Un italiano su cinque ha comprato almeno una volta un prodotto contraffatto.A rilevarlo è una nuova ricerca congiunta fra Camera di Commercio e Guardia di Finanza, realizzata attraverso l’Istituto Doxa. Stando ai dati, il 20% dei nostri connazionali ha comprato spesso, o qualche volta, un prodotto contraffatto. Ad andare per la maggiore sono gli accessori e capi d’abbigliamento, che raggiungono il 71% del totale degli acquisti falsi. Cd, Dvd e Vhs arrivano subito in seconda battuta, coprendo il 13% del mercato. Secondo l’indagine (basata su un campione di 1.000 interviste telefoniche), 8 acquirenti su 10 sono consapevoli della non autenticità dei prodotti che stanno comprando.
Sei consumatori su dieci rimangono appagati dall’esperienza d’acquisto.L’86% del campione dichiara inoltre di comprare merci contraffatte principalmente perchè garantisce un risparmio o perchè vuole "punire" i negozianti che vendono a prezzi troppo elevati.

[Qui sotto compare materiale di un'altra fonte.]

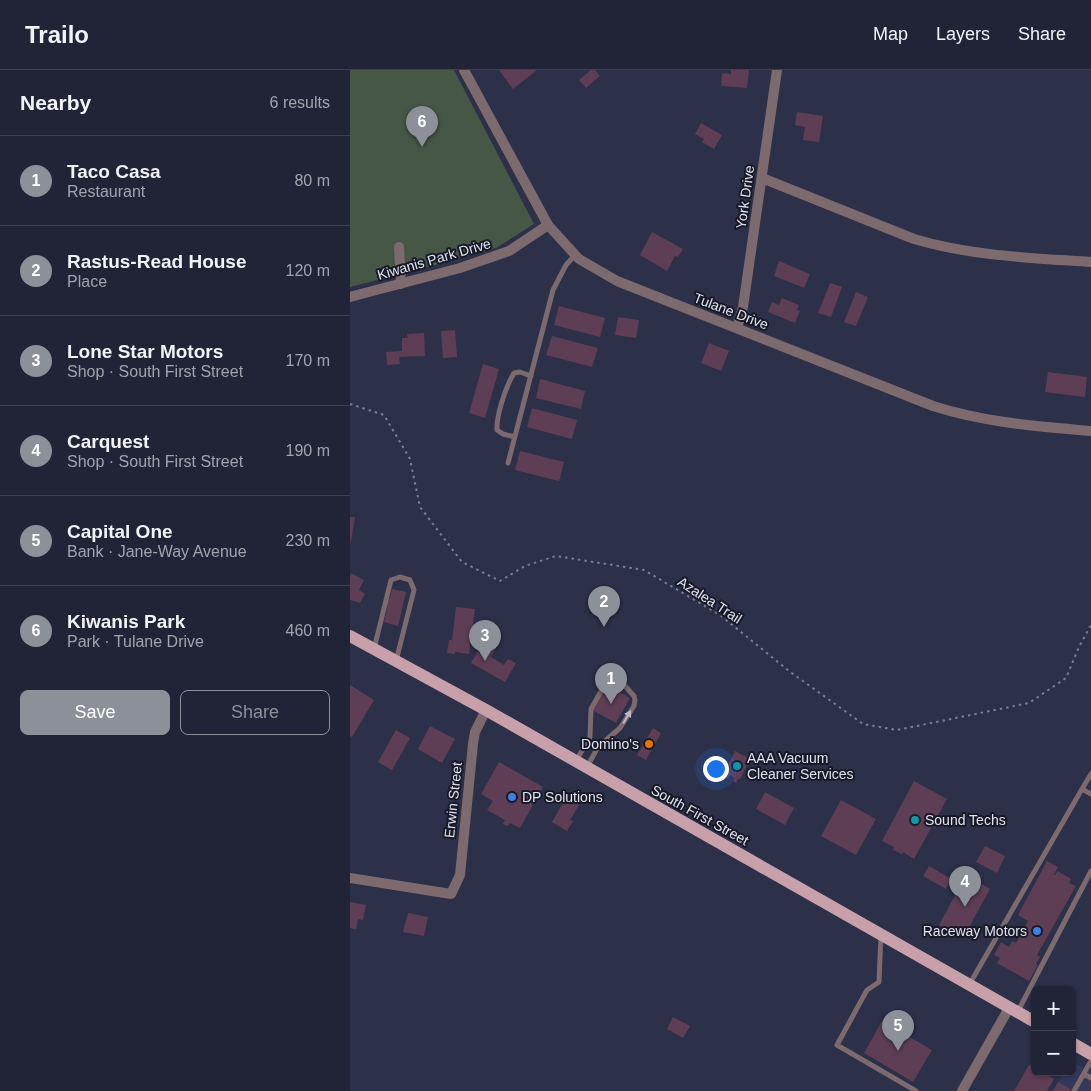 <!DOCTYPE html>
<meta charset="utf-8">
<style>
body{margin:0;font-family:Helvetica,sans-serif;background:#292c3f;color:#f1f3f6}
.controls{position:absolute;right:15px;bottom:15px;display:grid;overflow:hidden;border-radius:8px;box-shadow:0 1px 4px #0004}
.controls button{width:45px;height:45px;display:grid;place-items:center;padding:0;border:0;border-bottom:1px solid #3e4152;background:#212437;color:#f1f3f6;font:25px sans-serif}
.you{position:absolute;left:365px;top:698px;width:18px;height:18px;margin:-12px;border:4px solid #fff;border-radius:50%;background:#1a73e8;box-shadow:0 0 0 8px #1a73e833}
.badge{display:grid;place-items:center;width:32px;height:32px;border-radius:50%;background:#8c9099;color:#fff;font-size:16px;font-weight:700}
.pin{position:absolute;translate:-50% -41px;filter:drop-shadow(0 1px 2px #0008)}
.pin::after{content:'';position:absolute;top:26px;width:18px;height:15px;background:inherit;clip-path:polygon(0 0,100% 0,50% 100%)}
.list{margin:0;padding:0;list-style:none}
h2{display:flex;justify-content:space-between;align-items:center;height:65px;margin:0;padding:0 20px;font-size:21px}
h2 small{font-size:16px;font-weight:400;color:#a2a4ad}
.list li{display:grid;grid-template-columns:32px 1fr auto;gap:15px;align-items:center;box-sizing:border-box;height:90px;padding:0 20px;border-top:1px solid #3e4152}
.list b{display:block;font-size:19px;white-space:nowrap}
.list p{margin:0;font-size:16px;white-space:nowrap;color:#a2a4ad}
.list em{font-size:16px;font-style:normal;color:#a2a4ad}
.actions{display:flex;gap:10px;padding:15px 20px}
.actions a{flex:1;padding:11px 0;border:1px solid #8c9099;border-radius:8px;text-align:center;font-size:18px;color:#8c9099}
.actions .main{background:#8c9099;color:#fff}
.map{position:relative;flex:none;width:741px;height:1021px;overflow:hidden}
header{display:flex;align-items:center;gap:30px;box-sizing:border-box;height:70px;padding:0 25px;background:#212437;border-bottom:1px solid #3e4152}
header strong{font-size:24px}
nav{display:flex;gap:28px;margin-inline-start:auto;font-size:18px}
main{display:flex}
aside{flex:1;background:#212437}
.map>svg:first-child{display:block}
</style>
<header>
<strong>Trailo</strong>
<nav><a>Map</a><a>Layers</a><a>Share</a></nav>
</header>
<main>
<aside>
<h2>Nearby<small>6 results</small></h2>
<ul class="list">
<li><span class="badge">1</span><div><b>Taco Casa</b><p>Restaurant</p></div><em>80 m</em></li>
<li><span class="badge">2</span><div><b>Rastus-Read House</b><p>Place</p></div><em>120 m</em></li>
<li><span class="badge">3</span><div><b>Lone Star Motors</b><p>Shop · South First Street</p></div><em>170 m</em></li>
<li><span class="badge">4</span><div><b>Carquest</b><p>Shop · South First Street</p></div><em>190 m</em></li>
<li><span class="badge">5</span><div><b>Capital One</b><p>Bank · Jane-Way Avenue</p></div><em>230 m</em></li>
<li><span class="badge">6</span><div><b>Kiwanis Park</b><p>Park · Tulane Drive</p></div><em>460 m</em></li>
</ul>
<div class="actions"><a class="main">Save</a><a>Share</a></div>
</aside>
<div class="map">
<svg width="741" height="1021" viewBox="0 0 741 1021">
<rect width="100%" height="100%" fill="#2c3049"/>
<path fill="#343959" d="M 722,992 L 741,1002 L 741,1021 L 703,1021 L 714,1002 L 722,1002 Z"/>
<path fill="#475746" d="M 0,0 L 104,0 L 184,154 L 146,178 L 67,200 L 0,217 Z"/>
<path fill="#5e3e54" d="M 149,0 L 187,0 L 163,19 Z
M 241,0 L 245,0 L 250,6 L 236,18 L 229,10 Z
M 381,0 L 399,0 L 397,18 L 371,16 L 372,3 L 381,4 Z
M 447,42 L 473,46 L 469,72 L 453,70 L 455,57 L 445,55 Z
M 351,53 L 372,65 L 364,79 L 352,72 L 354,69 L 345,64 Z
M 302,162 L 333,179 L 328,187 L 325,186 L 317,201 L 290,185 Z
M 429,191 L 460,204 L 454,218 L 424,206 Z
M 480,213 L 492,217 L 481,247 L 468,243 Z
M 506,222 L 518,227 L 506,256 L 494,252 Z
M 432,228 L 449,235 L 447,240 L 450,241 L 445,253 L 418,242 L 422,232 L 429,235 Z
M 209,236 L 255,248 L 250,267 L 204,255 Z
M 268,247 L 289,250 L 286,268 L 265,265 Z
M 105,260 L 107,287 L 93,288 L 91,261 Z
M 74,263 L 75,286 L 49,287 L 50,294 L 37,295 L 36,282 L 52,281 L 52,268 L 58,268 L 57,264 Z
M 202,266 L 248,278 L 242,297 L 196,285 Z
M 359,273 L 379,281 L 371,301 L 351,293 Z
M 133,294 L 149,299 L 135,348 L 119,343 Z
M 698,302 L 737,307 L 735,327 L 695,322 Z
M 190,309 L 235,321 L 231,339 L 186,328 Z
M 182,338 L 227,350 L 222,369 L 177,357 Z
M 170,381 L 214,392 L 209,411 L 165,400 Z
M 0,447 L 5,447 L 1,471 L 0,471 Z
M 1,503 L 14,510 L 9,520 L 15,524 L 10,533 L 0,530 L 0,506 Z
M 42,519 L 56,522 L 48,556 L 34,552 L 38,534 L 36,533 L 37,528 L 40,529 Z
M 106,537 L 125,539 L 119,584 L 105,582 L 105,584 L 97,583 L 99,570 L 102,570 Z
M 134,571 L 146,578 L 141,587 L 154,595 L 158,589 L 166,593 L 155,612 L 121,593 Z
M 0,615 L 24,630 L 2,667 L 0,666 Z
M 257,615 L 280,628 L 266,653 L 242,640 Z
M 80,656 L 105,669 L 92,693 L 68,679 Z
M 303,658 L 311,663 L 296,690 L 287,685 Z
M 46,660 L 60,668 L 42,700 L 28,692 Z
M 385,681 L 400,689 L 390,709 L 388,709 L 386,713 L 383,711 L 385,708 L 380,705 L 378,709 L 374,707 L 376,704 L 374,703 Z
M 149,692 L 193,717 L 170,758 L 160,753 L 158,756 L 153,754 L 155,750 L 137,740 L 143,731 L 131,724 Z
M 564,711 L 597,729 L 564,789 L 553,782 L 552,784 L 543,780 L 544,777 L 532,771 Z
M 415,722 L 444,738 L 435,755 L 406,739 Z
M 216,727 L 229,735 L 220,750 L 223,751 L 217,761 L 202,752 Z
M 491,730 L 526,749 L 506,785 L 471,766 Z
M 635,776 L 655,786 L 647,803 L 626,792 Z
M 697,791 L 708,797 L 704,805 L 705,805 L 708,801 L 721,809 L 719,813 L 726,816 L 687,885 L 690,887 L 686,894 L 688,895 L 679,911 L 647,893 L 650,888 L 644,885 L 651,872 L 659,877 L 662,871 L 666,873 L 678,851 L 668,845 Z
M 579,796 L 601,809 L 596,819 L 573,806 Z
M 616,805 L 640,819 L 613,868 L 589,855 Z
M 0,832 L 16,835 L 13,850 L 8,849 L 6,859 L 0,858 Z
M 58,843 L 78,847 L 74,866 L 53,862 Z
M 323,947 L 340,956 L 333,968 L 317,959 Z
M 532,951 L 582,980 L 563,1012 L 514,983 Z
M 679,995 L 685,998 L 685,1002 L 692,1002 L 704,1009 L 697,1021 L 664,1021 Z
M 708,1012 L 720,1019 L 719,1021 L 703,1021 Z"/>
<g fill="none" stroke-linecap="round" stroke-linejoin="round">
<path stroke="#7a7e94" stroke-width="2" stroke-dasharray="2.5 4" stroke-linecap="butt" d="M 0,334 L 34,345 L 60,389 L 70,437 L 112,492 L 150,511 L 175,496 L 206,486 L 294,500 L 370,545 L 439,601 L 513,654 L 547,660 L 679,633 L 716,608 L 729,577 L 741,555"/>
<path stroke="#7d6a6e" stroke-width="5" d="M 165,367 L 153,364 L 147,360 C 146,346 156,316 164,303 L 170,302 L 181,306
M 158,393 L 203,220 L 216,195 L 225,185
M 24,579 L 41,510 L 50,507 L 60,510 L 64,520 L 46,591
M 226,691 L 240,667 L 241,639 L 255,614 L 260,611 L 265,611 L 275,616 L 284,626 L 285,630 L 284,636 L 270,658 L 248,677 L 237,697
M 732,719 L 741,704
M 531,865 L 529,912 L 517,920 L 487,975 L 566,1021
M 619,915 L 732,719 L 741,724
M 667,943 L 741,801
M 734,1004 L 741,1008
M 724,1021 L 741,991"/>
<path stroke="#7d6a6e" stroke-width="10" d="M 412,108 L 564,169 C 621,186 682,188 741,192
M 49,177 L 51,214
M 0,227 L 110,198 L 159,181 L 198,155
M 0,808 L 101,824 L 110,805 L 123,674 L 125,662 L 136,640
M 612,1021 L 659,938"/>
<path stroke="#7d6a6e" stroke-width="10" d="M 114,0 L 198,155 L 229,189 L 267,211 L 583,336 C 637,353 685,356 741,361
M 387,258 L 393,237 L 427,0"/>
<path stroke="#c7a0a9" stroke-width="12" d="M 0,566 L 136,640 L 685,952
M 722,973 L 741,984"/>
</g>
<defs><path id="oneway-solid" d="M-6-.8H1V-3.2L6.5 0L1 3.2V.8H-6Z" transform="scale(1.25)"/></defs>
<use fill="#bdb8c4" href="#oneway-solid" transform="translate(277 647) rotate(-59)"/>
<circle fill="#e8710a" stroke="#171925" stroke-width="2" cx="299" cy="674" r="5"/>
<g fill="#0f9aa8" stroke="#171925" stroke-width="2">
<circle cx="387" cy="696" r="5"/>
<circle cx="565" cy="750" r="5"/>
</g>
<g fill="#3f7fe0" stroke="#171925" stroke-width="2">
<circle cx="162" cy="727" r="5"/>
<circle cx="687" cy="861" r="5"/>
</g>
<g text-anchor="middle" dominant-baseline="central" stroke-width="4" stroke-linejoin="round" paint-order="stroke">
<g font-size="14" fill="#dfe2f3" stroke="#171925">
<text transform="translate(395 127) rotate(-82)">York Drive</text>
<text transform="translate(84 189) rotate(-16)">Kiwanis Park Drive</text>
<text transform="translate(381 241) rotate(21)">Tulane Drive</text>
<text transform="translate(360 530) rotate(33)">Azalea Trail</text>
<text transform="translate(103 730) rotate(-84)">Erwin Street</text>
<text transform="translate(350 745) rotate(29)">South First Street</text>
</g>
<g font-size="14" fill="#dfe2f3" stroke="#171925" text-anchor="start">
<text x="289" y="674" text-anchor="end">Domino's</text>
<text x="397" y="688">AAA Vacuum<tspan x="397" dy="16">Cleaner Services</tspan></text>
<text x="172" y="727">DP Solutions</text>
<text x="575" y="750">Sound Techs</text>
<text x="677" y="861" text-anchor="end">Raceway Motors</text>
</g>
</g>
</svg>
<div class="controls">
<button>+</button>
<button>−</button>
</div>
<div class="you"></div>
<div class="pin badge" style="left:261px;top:634px">1</div>
<div class="pin badge" style="left:254px;top:557px">2</div>
<div class="pin badge" style="left:135px;top:591px">3</div>
<div class="pin badge" style="left:615px;top:837px">4</div>
<div class="pin badge" style="left:548px;top:981px">5</div>
<div class="pin badge" style="left:72px;top:77px">6</div>
</div>
</main>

L’indagine è stata condotta anche a livello aziendale, con risultati non scontati. Le opinioni delle aziende sono, infatti, notevolmente divise fra una maggioranza che non si sente danneggiata dalla contraffazione e chi (il 47%) crede di rimetterci dei soldi. Fra questi, il 25% del campione dichiara di subire danni considerevoli, valutando un emorragia nel fatturato intorno al 29%.
Alcune differenze si riscontrano anche a livello regionale. E’ nel Sud dove si comprano più imitazioni in termini assoluti, con il 25% del campione che dichiara di farlo di tanto in tanto. A seguire c’è l’area del Nord Est, con il 15%, mentre chi ama di meno le imitazioni sono gli abitanti del Nord Ovest, con il 12%. Secondo Guardia di Finanza e Camera del Commercio è ora di correre ai ripari e mettere una toppa a questo costume sociale giudicato "dilagante".
Il Comandante generale della Guardia di Finanza, Roberto Speciale, ha dichiarato oggi durante una conferenza stampa a Roma, che il volume d’affari della contraffazione è stimato intorno ad un miliardo e mezzo di euro all’anno, aggiungendo che "la grande maggioranza di questi prodotti viene dall’estremo oriente".

Allarmato anche il giudizio del presidente della Camera di Commercio Andrea Mondello. Le ripercussioni a livello occupazionale, "hanno portato alla perdita di 145.000 i posti di lavoro", ha detto Mondello. "La contraffazione è un disvalore da combattere – ha spiegato ancora -: è di vitale importanza condurre una battaglia culturale per la qualità". La soluzione sarebbe dunque quella di spostare l’attenzione degli acquirenti verso il verso il "beneficio della qualità a lungo termine, piuttosto che lo status a breve termine". Mondello ha concluso il suo intervento dichiarando fra le righe che la Camera di Commercio è interessata ad una campagna di comunicazione sui media per "sensibilizzazione per i consumatori".